Records contained in a dataset:

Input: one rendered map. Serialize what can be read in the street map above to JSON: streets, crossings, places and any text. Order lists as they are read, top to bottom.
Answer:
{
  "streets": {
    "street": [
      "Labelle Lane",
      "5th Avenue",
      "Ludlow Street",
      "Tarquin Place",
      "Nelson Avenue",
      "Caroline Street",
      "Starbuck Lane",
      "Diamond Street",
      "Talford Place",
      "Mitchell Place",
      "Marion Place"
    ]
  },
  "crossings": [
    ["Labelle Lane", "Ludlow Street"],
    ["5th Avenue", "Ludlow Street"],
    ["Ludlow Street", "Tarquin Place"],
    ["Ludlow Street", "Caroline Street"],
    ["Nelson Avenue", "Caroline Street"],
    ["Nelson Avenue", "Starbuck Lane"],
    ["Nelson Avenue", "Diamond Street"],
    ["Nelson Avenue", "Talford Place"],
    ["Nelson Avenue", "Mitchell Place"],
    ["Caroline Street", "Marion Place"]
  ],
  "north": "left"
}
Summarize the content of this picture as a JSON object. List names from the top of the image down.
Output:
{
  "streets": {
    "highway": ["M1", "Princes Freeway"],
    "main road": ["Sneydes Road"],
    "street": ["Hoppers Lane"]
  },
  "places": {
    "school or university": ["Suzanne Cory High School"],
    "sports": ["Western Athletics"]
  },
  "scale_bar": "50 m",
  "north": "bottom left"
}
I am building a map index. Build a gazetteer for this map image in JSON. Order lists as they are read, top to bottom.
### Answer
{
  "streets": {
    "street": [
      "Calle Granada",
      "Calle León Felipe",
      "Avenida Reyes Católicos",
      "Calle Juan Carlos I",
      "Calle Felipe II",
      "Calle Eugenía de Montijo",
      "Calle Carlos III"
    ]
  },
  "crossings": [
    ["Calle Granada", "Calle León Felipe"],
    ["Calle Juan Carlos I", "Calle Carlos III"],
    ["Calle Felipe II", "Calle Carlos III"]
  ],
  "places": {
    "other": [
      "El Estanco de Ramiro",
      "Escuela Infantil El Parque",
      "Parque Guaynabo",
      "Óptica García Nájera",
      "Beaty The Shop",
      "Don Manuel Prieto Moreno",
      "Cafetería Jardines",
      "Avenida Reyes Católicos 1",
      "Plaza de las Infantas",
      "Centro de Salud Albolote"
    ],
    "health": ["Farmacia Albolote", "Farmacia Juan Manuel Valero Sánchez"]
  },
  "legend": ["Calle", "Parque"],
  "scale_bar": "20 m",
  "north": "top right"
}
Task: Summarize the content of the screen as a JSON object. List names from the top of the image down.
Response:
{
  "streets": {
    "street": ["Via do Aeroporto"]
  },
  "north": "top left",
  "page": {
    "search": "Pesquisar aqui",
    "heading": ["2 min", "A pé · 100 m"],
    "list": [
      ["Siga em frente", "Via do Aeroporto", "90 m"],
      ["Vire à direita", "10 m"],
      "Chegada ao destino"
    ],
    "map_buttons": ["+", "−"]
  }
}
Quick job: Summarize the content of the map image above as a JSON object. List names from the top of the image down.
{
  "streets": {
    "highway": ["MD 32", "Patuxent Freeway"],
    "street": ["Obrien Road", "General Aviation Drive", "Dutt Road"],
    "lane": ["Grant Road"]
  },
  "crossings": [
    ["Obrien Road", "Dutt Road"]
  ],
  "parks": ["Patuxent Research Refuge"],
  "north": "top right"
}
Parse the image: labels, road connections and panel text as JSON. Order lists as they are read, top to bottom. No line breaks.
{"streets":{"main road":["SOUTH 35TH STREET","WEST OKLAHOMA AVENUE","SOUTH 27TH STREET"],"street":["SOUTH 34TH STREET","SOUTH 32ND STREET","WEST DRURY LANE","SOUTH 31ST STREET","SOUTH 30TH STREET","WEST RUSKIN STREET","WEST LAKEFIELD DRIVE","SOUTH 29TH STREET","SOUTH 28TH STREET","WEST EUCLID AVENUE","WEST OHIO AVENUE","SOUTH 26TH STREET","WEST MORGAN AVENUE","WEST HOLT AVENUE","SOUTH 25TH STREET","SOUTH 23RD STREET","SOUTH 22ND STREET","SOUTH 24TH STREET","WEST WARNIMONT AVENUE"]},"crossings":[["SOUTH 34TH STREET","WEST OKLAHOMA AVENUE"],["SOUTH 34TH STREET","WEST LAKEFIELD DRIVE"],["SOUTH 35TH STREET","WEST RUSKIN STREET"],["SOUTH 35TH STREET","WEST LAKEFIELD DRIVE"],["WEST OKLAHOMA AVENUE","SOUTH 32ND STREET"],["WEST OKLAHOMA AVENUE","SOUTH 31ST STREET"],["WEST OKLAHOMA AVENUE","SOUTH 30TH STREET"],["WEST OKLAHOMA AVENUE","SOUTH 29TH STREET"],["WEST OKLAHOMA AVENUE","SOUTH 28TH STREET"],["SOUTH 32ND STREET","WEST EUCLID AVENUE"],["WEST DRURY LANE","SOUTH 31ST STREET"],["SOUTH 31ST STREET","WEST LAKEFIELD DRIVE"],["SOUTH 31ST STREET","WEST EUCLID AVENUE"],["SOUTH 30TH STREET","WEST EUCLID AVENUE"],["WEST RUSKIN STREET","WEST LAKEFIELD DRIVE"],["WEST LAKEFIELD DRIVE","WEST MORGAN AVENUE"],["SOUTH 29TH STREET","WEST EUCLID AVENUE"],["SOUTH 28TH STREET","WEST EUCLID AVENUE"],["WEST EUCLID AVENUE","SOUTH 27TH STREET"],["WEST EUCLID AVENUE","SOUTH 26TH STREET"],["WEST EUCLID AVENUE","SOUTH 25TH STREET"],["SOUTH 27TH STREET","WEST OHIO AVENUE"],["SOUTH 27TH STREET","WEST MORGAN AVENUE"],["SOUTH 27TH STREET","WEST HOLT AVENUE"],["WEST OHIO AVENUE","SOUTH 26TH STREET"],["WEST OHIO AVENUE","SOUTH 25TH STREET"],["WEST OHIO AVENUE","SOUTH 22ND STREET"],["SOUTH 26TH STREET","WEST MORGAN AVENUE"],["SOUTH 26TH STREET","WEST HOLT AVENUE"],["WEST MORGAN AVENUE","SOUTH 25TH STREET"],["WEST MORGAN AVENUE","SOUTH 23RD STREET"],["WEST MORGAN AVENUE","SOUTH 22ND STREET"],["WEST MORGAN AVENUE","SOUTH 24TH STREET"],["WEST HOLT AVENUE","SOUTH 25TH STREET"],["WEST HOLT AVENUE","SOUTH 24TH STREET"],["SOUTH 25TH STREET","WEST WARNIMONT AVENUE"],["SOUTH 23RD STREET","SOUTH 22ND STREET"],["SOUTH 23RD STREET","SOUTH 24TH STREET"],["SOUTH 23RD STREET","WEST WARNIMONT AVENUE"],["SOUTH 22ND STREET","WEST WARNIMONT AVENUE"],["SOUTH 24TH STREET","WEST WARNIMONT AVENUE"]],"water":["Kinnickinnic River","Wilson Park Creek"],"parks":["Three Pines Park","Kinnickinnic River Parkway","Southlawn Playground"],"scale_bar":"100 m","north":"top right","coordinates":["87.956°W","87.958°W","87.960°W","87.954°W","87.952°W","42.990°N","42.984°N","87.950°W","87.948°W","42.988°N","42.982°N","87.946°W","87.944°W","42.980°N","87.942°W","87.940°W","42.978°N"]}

- BRIEF -
Using the entries above, return each line that includes the word "object".

- EXPECTED OUTPUT -
Summarize the content of this picture as a JSON object. List names from the top of the image down.
Task: Summarize the content of the screen as a JSON object. List names from the top of the image down.
Quick job: Summarize the content of the map image above as a JSON object. List names from the top of the image down.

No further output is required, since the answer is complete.